◆ **What is needed**
For every line in the material below that holds "data", report the line.

*** Extracted information Section Begins ***

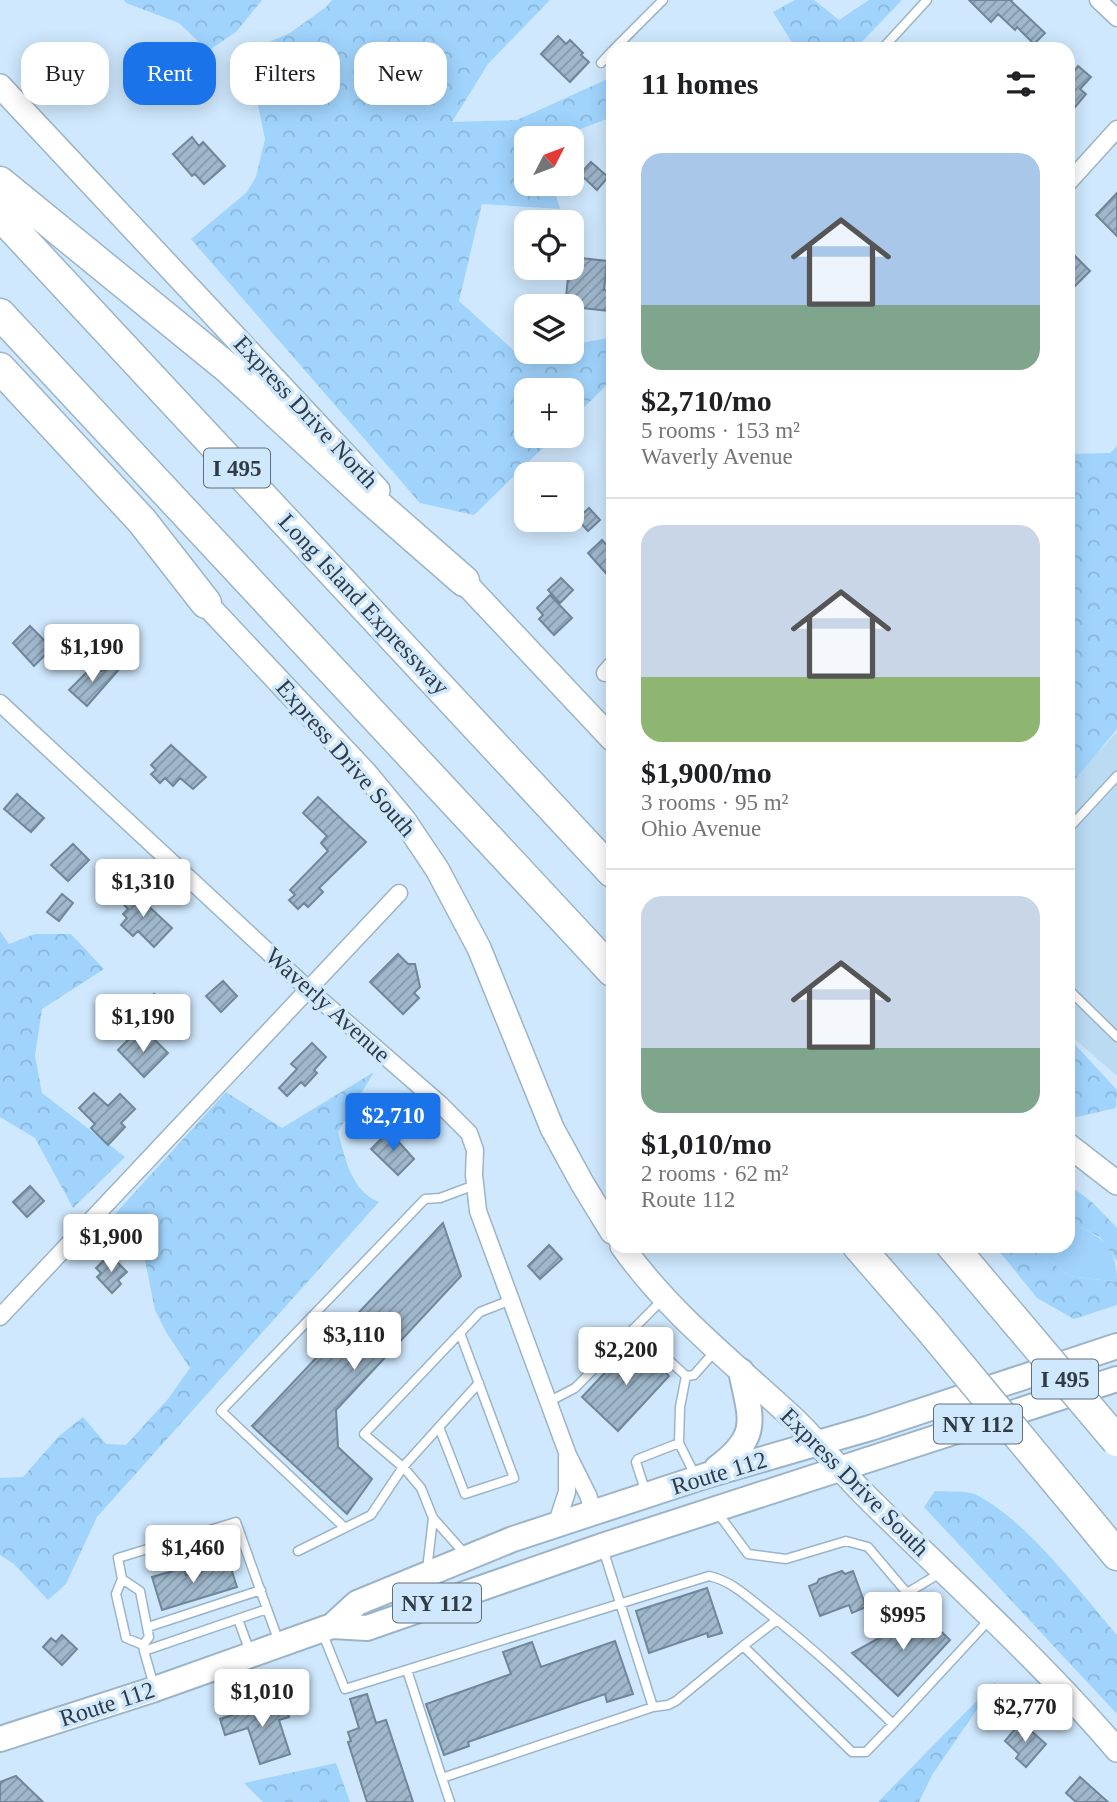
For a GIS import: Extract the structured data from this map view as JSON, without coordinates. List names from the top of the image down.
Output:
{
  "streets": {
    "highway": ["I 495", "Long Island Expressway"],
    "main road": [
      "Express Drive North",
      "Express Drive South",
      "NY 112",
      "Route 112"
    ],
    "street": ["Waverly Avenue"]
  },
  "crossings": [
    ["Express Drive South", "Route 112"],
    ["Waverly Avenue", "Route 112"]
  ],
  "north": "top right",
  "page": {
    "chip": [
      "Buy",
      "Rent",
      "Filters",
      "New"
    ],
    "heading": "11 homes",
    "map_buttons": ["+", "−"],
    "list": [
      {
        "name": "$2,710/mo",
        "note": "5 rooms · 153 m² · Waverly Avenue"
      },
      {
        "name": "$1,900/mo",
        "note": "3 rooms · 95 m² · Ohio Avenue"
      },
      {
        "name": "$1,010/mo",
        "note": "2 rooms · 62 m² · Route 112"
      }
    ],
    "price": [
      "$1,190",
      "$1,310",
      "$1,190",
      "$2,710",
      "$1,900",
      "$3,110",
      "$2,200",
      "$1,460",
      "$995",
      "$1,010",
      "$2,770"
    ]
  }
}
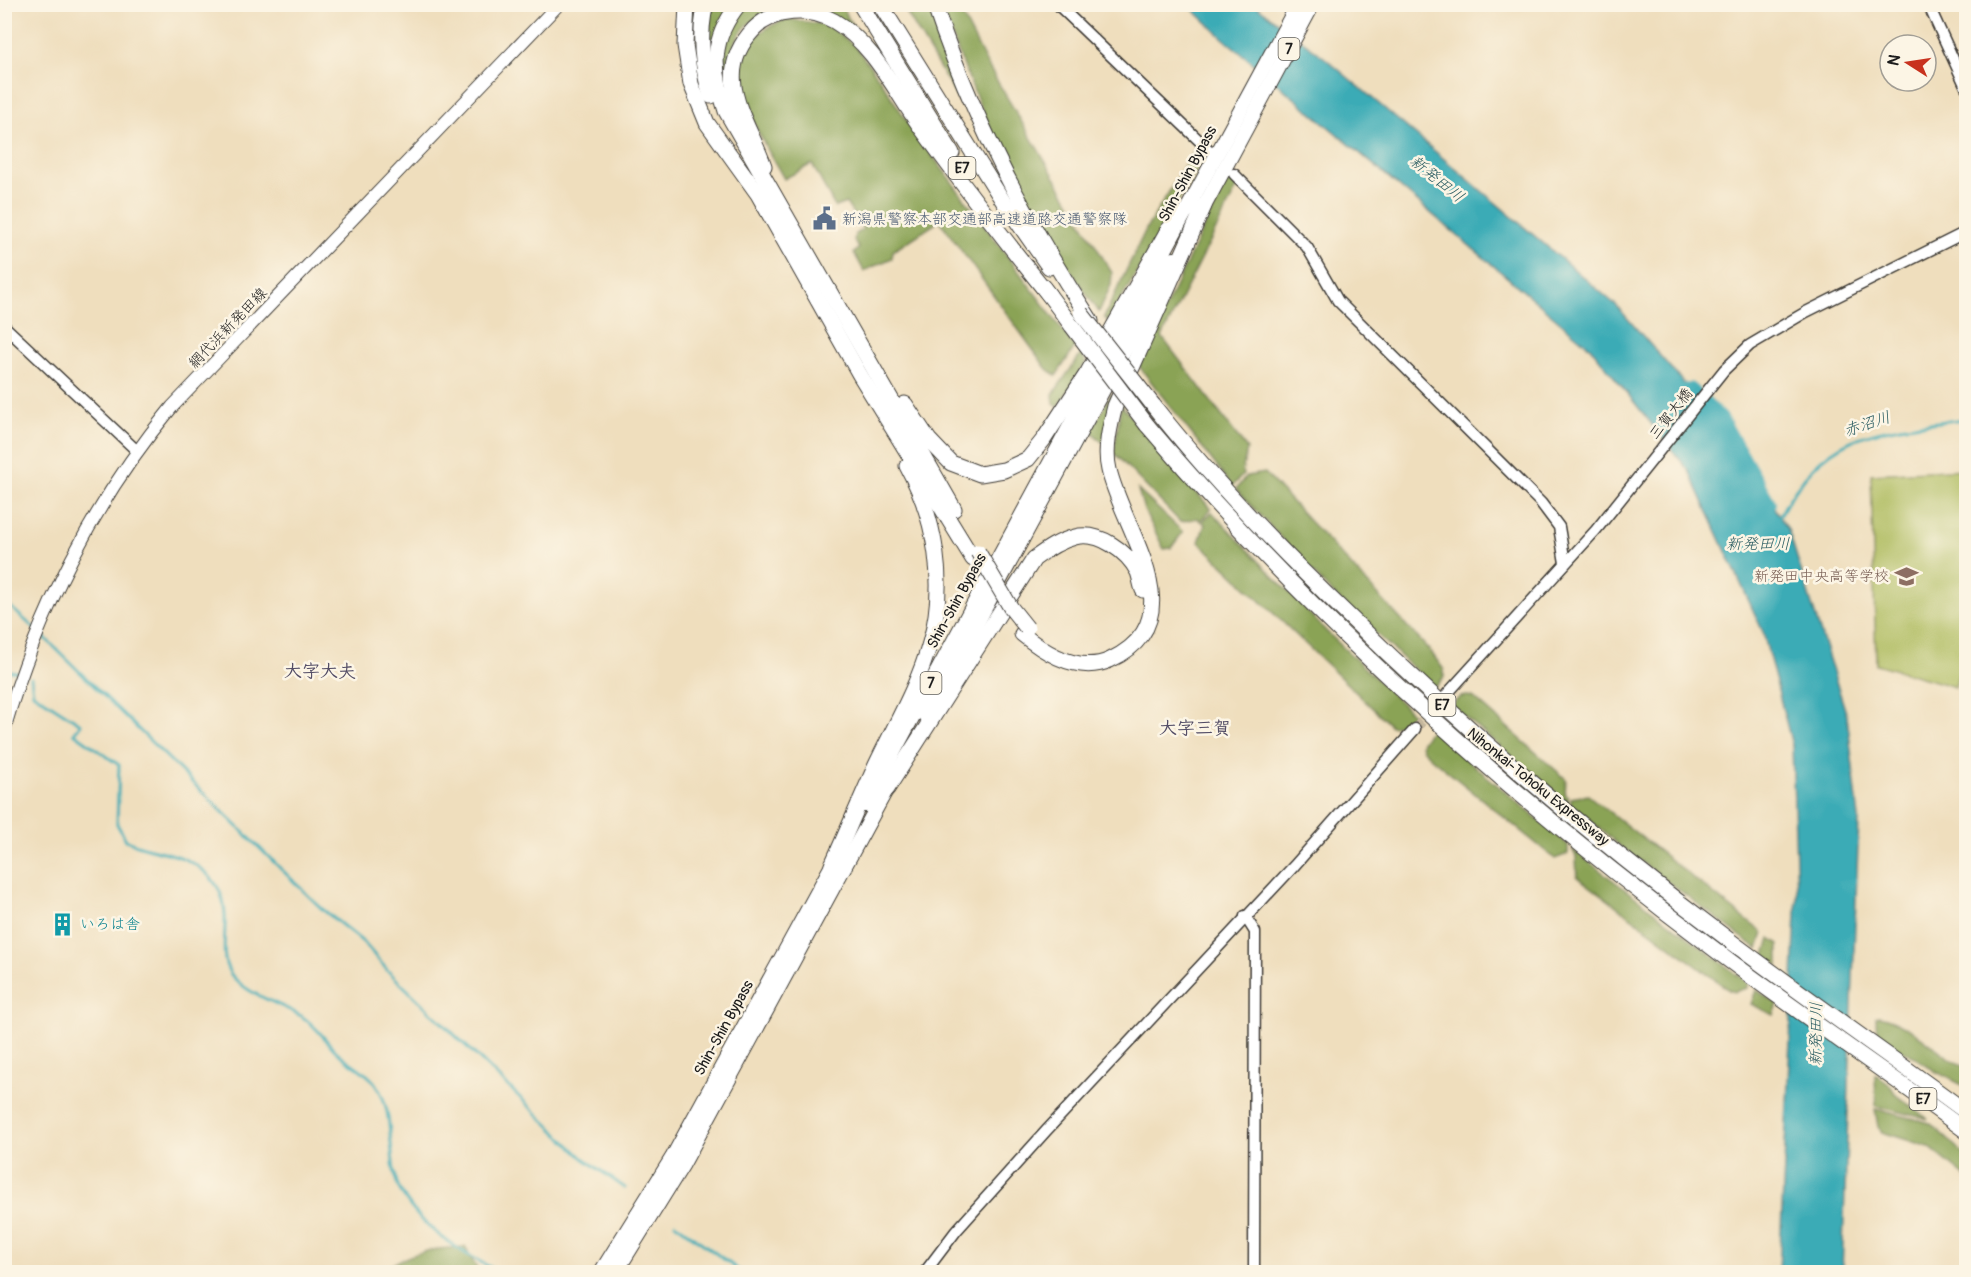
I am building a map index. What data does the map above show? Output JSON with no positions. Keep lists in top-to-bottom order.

*** Extracted information Section Ends ***

◆ **Exercise solution**
For a GIS import: Extract the structured data from this map view as JSON, without coordinates. List names from the top of the image down.
I am building a map index. What data does the map above show? Output JSON with no positions. Keep lists in top-to-bottom order.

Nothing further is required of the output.